Activity
Only the lines that hold "button" should be in the answer, each copied from the data below.

Records shown
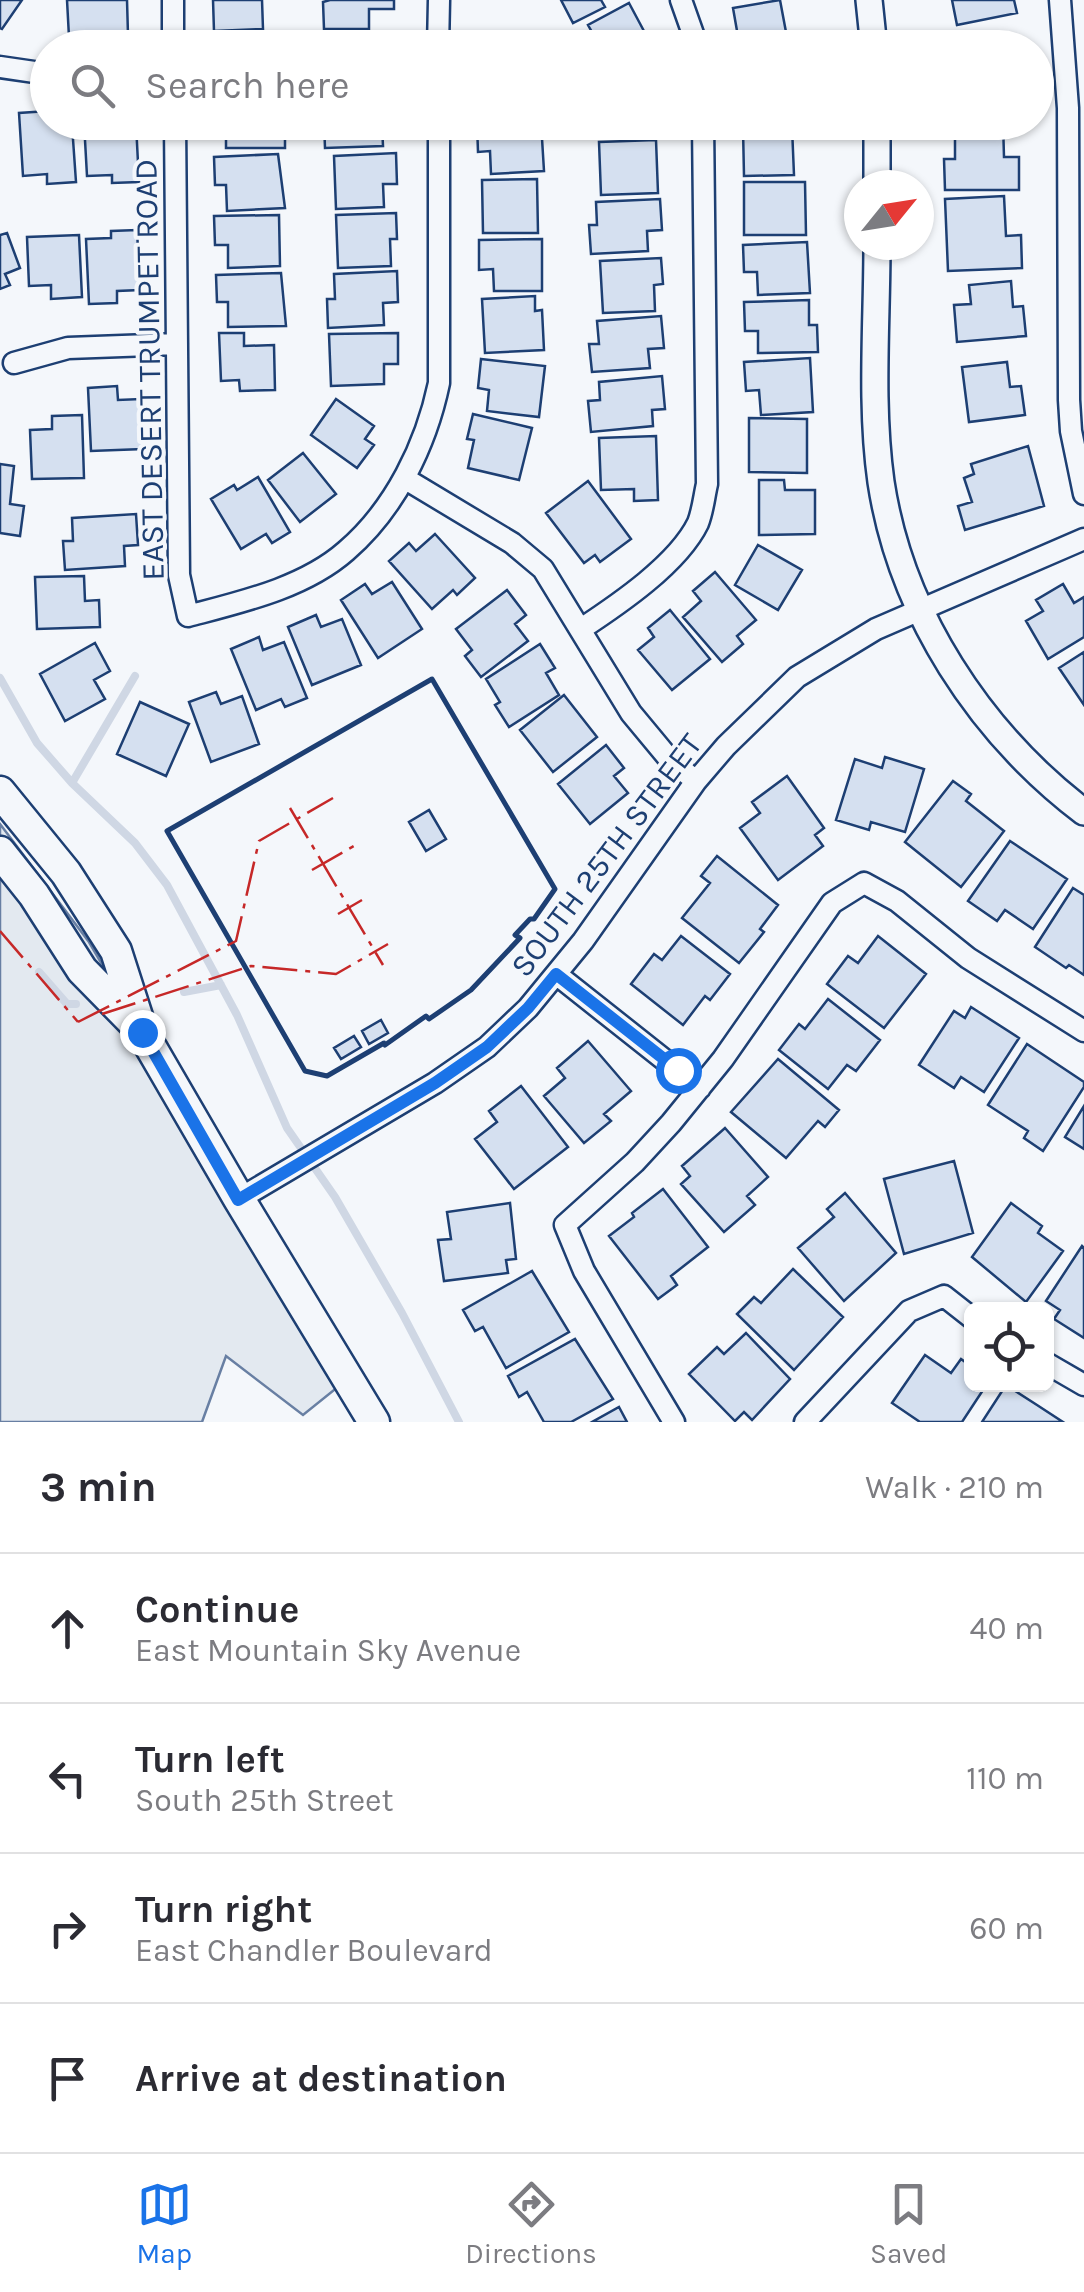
<!DOCTYPE html>
<meta charset="utf-8">
<style>
body{margin:0;font-family:Karla,sans-serif;background:#f2f2f3;color:#2b2b33}
.controls{position:absolute;right:30px;bottom:30px;display:grid;overflow:hidden;border-radius:15px;box-shadow:0 2px 8px #0004}
.controls button{width:90px;height:90px;display:grid;place-items:center;padding:0;border:0;border-bottom:2px solid #e1e1e2;background:#fff;color:#2b2b33;font:50px sans-serif}
.compass{position:absolute;left:844px;top:170px;width:90px;height:90px;border-radius:50%;background:#fff;box-shadow:0 2px 8px #0004;rotate:60deg}
.stop{position:absolute;width:30px;height:30px;margin:-22px;border:8px solid #1a73e8;border-radius:50%;background:#fff}
.stop.end{background:#1a73e8;border-color:#fff;box-shadow:0 2px 10px #0008}
.list{margin:0;padding:0;list-style:none}
h2{display:flex;justify-content:space-between;align-items:center;height:130px;margin:0;padding:0 40px;font-size:42px}
h2 small{font-size:32px;font-weight:400;color:#7c7c81}
.list li{display:grid;grid-template-columns:65px 1fr auto;gap:30px;align-items:center;box-sizing:border-box;height:150px;padding:0 40px;border-top:2px solid #e1e1e2}
.list b{display:block;font-size:38px;white-space:nowrap}
.list p{margin:0;font-size:32px;white-space:nowrap;color:#7c7c81}
.list em{font-size:32px;font-style:normal;color:#7c7c81}
.icon{flex:none;width:55px;height:55px;fill:none;stroke:currentColor;stroke-width:2;stroke-linecap:round;stroke-linejoin:round}
.map{position:relative;flex:none;width:1084px;height:1422px;overflow:hidden}
.search{position:absolute;background:#fff;box-shadow:0 2px 8px #0004;left:30px;right:30px;top:30px;height:110px;display:flex;align-items:center;gap:25px;box-sizing:border-box;padding:0 35px;border-radius:55px;color:#7c7c81;font-size:38px}
.sheet{height:730px;background:#fff}
nav{display:flex;justify-content:space-around;align-items:center;box-sizing:border-box;height:140px;border-top:2px solid #e1e1e2;background:#fff;font-size:28px;color:#7c7c81}
nav a{display:grid;justify-items:center;gap:5px}
nav .on{color:#1a73e8}
.map>svg:first-child{display:block}
</style>
<div class="map">
<svg width="1084" height="1422" viewBox="0 0 1084 1422">
<rect width="100%" height="100%" fill="#f4f7fb"/>
<path fill="#e3e9f0" stroke="#687fa3" stroke-width="2.5" d="M0,824L89,942L239,1199L349,1378L303,1415L226,1356L202,1422H0Z"/>
<g fill="none" stroke-linecap="round" stroke-linejoin="round">
<path stroke="#cfd7e4" stroke-width="8" d="M0,678L37,743L72,783L135,843L167,885L237,1015L287,1128L335,1197L402,1313L459,1422
M72,783L135,676
M39,972L67,1004H76
M184,992L221,985"/>
</g>
<path fill="#d5e0f0" stroke="#1d3f73" stroke-width="2.5" d="M0,0H22L2,29L0,28Z
M67,0H127L128,35L69,37Z
M213,0H262L263,29L214,31Z
M330,0H394V9H369V29H324L323,2Z
M561,0H601L605,7L573,23Z
M780,0L789,48H740L733,8Z
M952,0H1014L1017,13L957,25Z
M629,3L653,48H601L588,25Z
M394,35V48H331L330,38Z
M279,36L280,48H213V39Z
M954,36H1003V48H953Z
M503,40L504,48H478L477,42Z
M48,111L51,126L72,125L76,182L47,184V174L23,176L19,113Z
M84,122L136,124L139,182L112,183V175L87,176Z
M213,122H285V148H226V128H213Z
M324,122H396V125H382L383,146L325,148Z
M541,122L544,171L491,174L490,151L478,152L477,123Z
M593,122H647V133L593,135Z
M955,122H1003L1004,157H1019V190H945L944,159H955Z
M792,127L794,175L744,176L743,128Z
M656,140L658,193L601,195L599,142Z
M396,153L397,184H383L384,207L336,209L334,156Z
M278,154L285,208L227,211L226,185H215L214,157Z
M537,179L538,233H483L482,180Z
M744,182H805L806,235H744Z
M1004,196L1006,236L1021,235L1022,268L948,271L945,199Z
M660,199L662,230L647,231L648,251L591,254L589,225H597L596,202Z
M396,213L397,239H390L391,266L338,268L336,215Z
M279,215L280,266L228,268V245H215L214,216Z
M137,230L140,290L117,291V303L89,304L86,239L111,238V231Z
M7,233L20,268L5,274L10,285L0,289V235Z
M79,235L82,297L51,299V285L29,286L27,237Z
M542,239V291H494L493,269L479,270V240Z
M807,242L810,293L758,295L757,272H744L743,245Z
M661,258L663,284L654,285L655,311L603,313L600,261Z
M397,271L398,302L383,303L384,325L328,328L327,299H335L334,274Z
M281,273L286,326L228,327V302H217L216,275Z
M1011,281L1013,307L1023,306L1026,336L957,342L954,305L971,304L969,285Z
M535,296V311L542,310L544,350L485,353L482,299Z
M809,300V325H817L818,352L758,353V331H745L744,302Z
M661,316L664,348L648,349L650,368L592,372L589,344H599L597,321Z
M219,333H244V346L274,345L275,390L240,391L239,380L221,381Z
M398,333V364H384V384L331,386L329,334Z
M810,358L813,412L761,415L759,390L746,391L744,362Z
M481,359L545,366L539,417L487,411L489,390L478,388Z
M1007,362L1010,387L1021,386L1025,415L969,422L962,367Z
M662,376L665,409L652,410L653,426L591,432L588,401L600,400L599,382Z
M117,386L118,400L141,399L143,449L91,451L88,388Z
M336,399L374,426L365,439L374,445L357,468L311,435Z
M473,414L532,428L519,480L468,468L474,440L467,439Z
M82,415L84,478L32,479L30,430L52,429V416Z
M749,418L807,419V473L749,472Z
M656,436L658,500L634,501V489L601,490L599,438Z
M1028,446L1044,506L965,530L958,506L972,502L964,478L974,474L971,464Z
M303,453L336,494L300,522L268,480Z
M0,464L14,466L10,504L24,506L20,536L0,533Z
M258,477L290,532L272,543L266,534L241,549L211,499L234,485L237,490Z
M759,480H784L785,490H815V534L759,535Z
M588,481L631,539L600,562L595,555L584,563L546,513Z
M136,514L138,545L124,546L125,566L65,570L63,541H73L72,518Z
M435,534L475,578L457,595L453,590L432,609L389,561L409,543L416,551Z
M758,545L802,570L778,610L735,585Z
M715,572L756,620L737,636L743,644L722,662L683,617L701,601L693,591Z
M84,576L85,601L99,600L100,627L37,629L35,577Z
M392,582L422,629L378,658L341,600L365,584L372,594Z
M1063,584L1074,603L1084,597V637L1048,659L1026,621L1043,611L1036,600Z
M507,590L526,615L515,624L528,641L481,677L465,656L472,650L456,629Z
M670,610L710,659L672,690L638,650L654,637L648,628Z
M316,615L321,627L342,619L361,665L312,685L288,627Z
M259,637L263,650L284,642L307,698L285,707L281,699L256,710L231,649Z
M95,643L110,671L94,680L105,699L65,721L40,674Z
M540,644L555,668L546,673L559,695L509,727L495,705L500,702L486,679Z
M1084,652V705L1059,668Z
M216,692L221,704L242,696L259,744L211,762L189,702Z
M564,695L597,737L553,772L520,730Z
M140,702L189,724L166,776L117,754Z
M606,745L624,768L614,776L628,793L590,824L558,784Z
M885,757L924,769L905,832L871,822L869,830L836,820L855,759L882,768Z
M787,776L824,828L815,835L823,846L778,880L740,828L760,813L752,802Z
M953,781L971,794L966,801L1004,831L961,887L905,842Z
M429,810L446,839L426,851L409,822Z
M1010,841L1067,879L1033,929L1005,910L997,921L968,901Z
M717,856L778,905L760,929L764,932L739,963L682,918L710,883L701,876Z
M1073,888L1084,895V975L1069,965L1066,968L1035,947Z
M681,936L730,974L710,1000L705,996L683,1025L631,984L654,954L662,960Z
M878,936L926,974L884,1028L827,984L848,956L858,963Z
M828,999L880,1040L856,1071L847,1065L828,1089L779,1050L799,1024L805,1029Z
M971,1007L1019,1038L984,1092L961,1077L954,1088L919,1065L954,1011L965,1018Z
M381,1020L388,1033L369,1044L362,1031Z
M354,1036L361,1047L341,1059L334,1048Z
M588,1041L631,1091L604,1114L611,1121L584,1143L544,1096L565,1078L557,1068Z
M1027,1044L1084,1082V1087L1043,1151L1024,1138L1028,1131L988,1105Z
M778,1059L839,1110L825,1127L818,1121L786,1158L731,1112Z
M521,1086L568,1147L514,1189L475,1139L497,1122L489,1111Z
M1084,1106V1149L1065,1137Z
M725,1128L768,1177L747,1196L755,1205L724,1232L681,1184L690,1176L682,1166Z
M954,1161L973,1233L904,1254L884,1179Z
M663,1189L708,1247L671,1276L677,1285L658,1299L609,1236L634,1217L632,1213Z
M845,1193L896,1253L844,1301L798,1248L834,1217L827,1209Z
M510,1203L516,1259L506,1260L508,1273L444,1281L438,1240L451,1239L447,1212Z
M1011,1203L1042,1226L1038,1233L1063,1251L1026,1302L972,1257Z
M1082,1246L1084,1248V1338L1054,1319L1060,1310L1046,1301Z
M793,1269L843,1317L794,1370L737,1314L754,1297L761,1303Z
M532,1271L569,1332L506,1368L483,1327L475,1331L463,1310Z
M746,1333L790,1379L752,1420L744,1412L735,1421L689,1374L717,1347L724,1354Z
M575,1339L613,1399L571,1422H544L527,1392L519,1397L508,1376Z
M925,1355L951,1373L961,1359L972,1367V1384H987L962,1422H920L892,1403Z
M1006,1385L1037,1405L1063,1422H982Z
M619,1407L627,1422H592Z"/>
<g fill="none" stroke-linecap="round" stroke-linejoin="round">
<defs>
<path id="minor" d="M173,0V48
M681,0L698,48
M1060,0L1068,108L1069,400L1071,431L1084,494
M438,48L439,0
M0,67L48,74
M175,122L179,575L188,616C241,602 304,588 346,551C395,509 426,445 439,383V122
M14,363L68,348L177,344
M404,478L512,543L543,569L631,713L670,760L696,781
M581,629C619,604 678,564 698,523C703,510 704,497 707,484L703,122
M556,974L700,1088
M239,1199L435,1083L487,1047L528,1008L583,941L696,781L726,746L797,677L876,629L1084,539
M1046,1363L1084,1385
M674,1422L584,1271L565,1225L635,1162L671,1123L723,1059L832,903L864,883L897,901L968,958L1084,1031
M805,1422L909,1311L944,1296L972,1318"/>
<path id="tertiary" d="M869,0L874,48
M877,185V122
M877,245C877,323 870,404 881,482C901,613 980,733 1084,812"/>
<path id="secondary" d="M0,792L66,873L116,951L142,1032L239,1199L374,1422
M0,852L34,895L82,970L137,1026"/>
</defs>
<use href="#minor" stroke="#1d3f73" stroke-width="25"/>
<use href="#tertiary" stroke="#1d3f73" stroke-width="30"/>
<use href="#secondary" stroke="#1d3f73" stroke-width="35"/>
<use href="#minor" stroke="#f4f7fb" stroke-width="20"/>
<use href="#tertiary" stroke="#f4f7fb" stroke-width="25"/>
<use href="#secondary" stroke="#f4f7fb" stroke-width="30"/>
<path stroke="#1d3f73" stroke-width="5" d="M432,679L555,889L534,919H530L515,935L520,938L471,990L429,1019L426,1016L385,1045L384,1043L327,1076L305,1071L167,831Z"/>
<path stroke="#c62828" stroke-width="2.5" stroke-dasharray="35 8 5 8" stroke-linecap="butt" d="M290,808L383,965
M312,870L359,843
M338,914L362,900
M0,931L78,1022
M102,1014L251,966L336,974L388,944
M78,1022L236,941L259,841L333,798"/>
</g>
<g fill="none" stroke-linecap="round" stroke-linejoin="round">
<path stroke="#1a73e8" stroke-width="12" d="M142,1032L238,1200L435,1083L487,1047L528,1008L556,974L678,1070"/>
</g>
<g text-anchor="middle" stroke-width="8" stroke-linejoin="round" paint-order="stroke">
<g font-size="32" fill="#1d3f73" stroke="#f4f7fb">
<text transform="translate(149 370) rotate(-91)" y="11">EAST DESERT TRUMPET ROAD</text>
<text transform="translate(606 855) rotate(-53)" y="11">SOUTH 25TH STREET</text>
</g>
</g>
</svg>
<div class="controls">
<button><svg class="icon" aria-label="locate" viewBox="0 0 24 24"><circle cx="12" cy="12" r="6"/><path d="M12 2v4M12 18v4M2 12h4M18 12h4"/></svg></button>
</div>
<svg class="compass" viewBox="-18 -18 36 36"><path d="M0-13l5 13h-10z" fill="#e53935"/><path d="M0 13l5-13h-10z" fill="#7c7c81"/></svg>
<div class="stop" style="left:678px;top:1070px"></div>
<div class="stop end" style="left:142px;top:1032px"></div>
<div class="search"><svg class="icon" aria-label="search" viewBox="0 0 24 24"><circle cx="10" cy="10" r="6"/><path d="M15 15l6 6"/></svg>Search here</div>
</div>
<section class="sheet">
<h2>3 min<small>Walk · 210 m</small></h2>
<ul class="list">
<li><svg class="icon" aria-label="ahead" viewBox="0 0 24 24"><path d="M12 20V5M6 11l6-6 6 6"/></svg><div><b>Continue</b><p>East Mountain Sky Avenue</p></div><em>40 m</em></li>
<li><svg class="icon" aria-label="left" viewBox="0 0 24 24"><path d="M17 20v-9H6M10 6l-5 5 5 5"/></svg><div><b>Turn left</b><p>South 25th Street</p></div><em>110 m</em></li>
<li><svg class="icon" aria-label="right" viewBox="0 0 24 24"><path d="M7 20v-9h11M14 6l5 5-5 5"/></svg><div><b>Turn right</b><p>East Chandler Boulevard</p></div><em>60 m</em></li>
<li><svg class="icon" aria-label="arrive" viewBox="0 0 24 24"><path d="M6 21V4h12l-3 4 3 4H6"/></svg><div><b>Arrive at destination</b></div></li>
</ul>
</section>
<nav>
<a class="on"><svg class="icon" aria-label="map" viewBox="0 0 24 24"><path d="M3 6l6-2 6 2 6-2v14l-6 2-6-2-6 2zM9 4v14M15 6v14"/></svg>Map</a>
<a><svg class="icon" aria-label="directions" viewBox="0 0 24 24"><path d="M12 3l9 9-9 9-9-9zM9 14v-3h6M13 9l2 2-2 2"/></svg>Directions</a>
<a><svg class="icon" aria-label="saved" viewBox="0 0 24 24"><path d="M7 4h10v16l-5-4-5 4z"/></svg>Saved</a>
</nav>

Finished exercise
.controls button{width:90px;height:90px;display:grid;place-items:center;padding:0;border:0;border-bottom:2px solid #e1e1e2;background:#fff;color:#2b2b33;font:50px sans-serif}
<button><svg class="icon" aria-label="locate" viewBox="0 0 24 24"><circle cx="12" cy="12" r="6"/><path d="M12 2v4M12 18v4M2 12h4M18 12h4"/></svg></button>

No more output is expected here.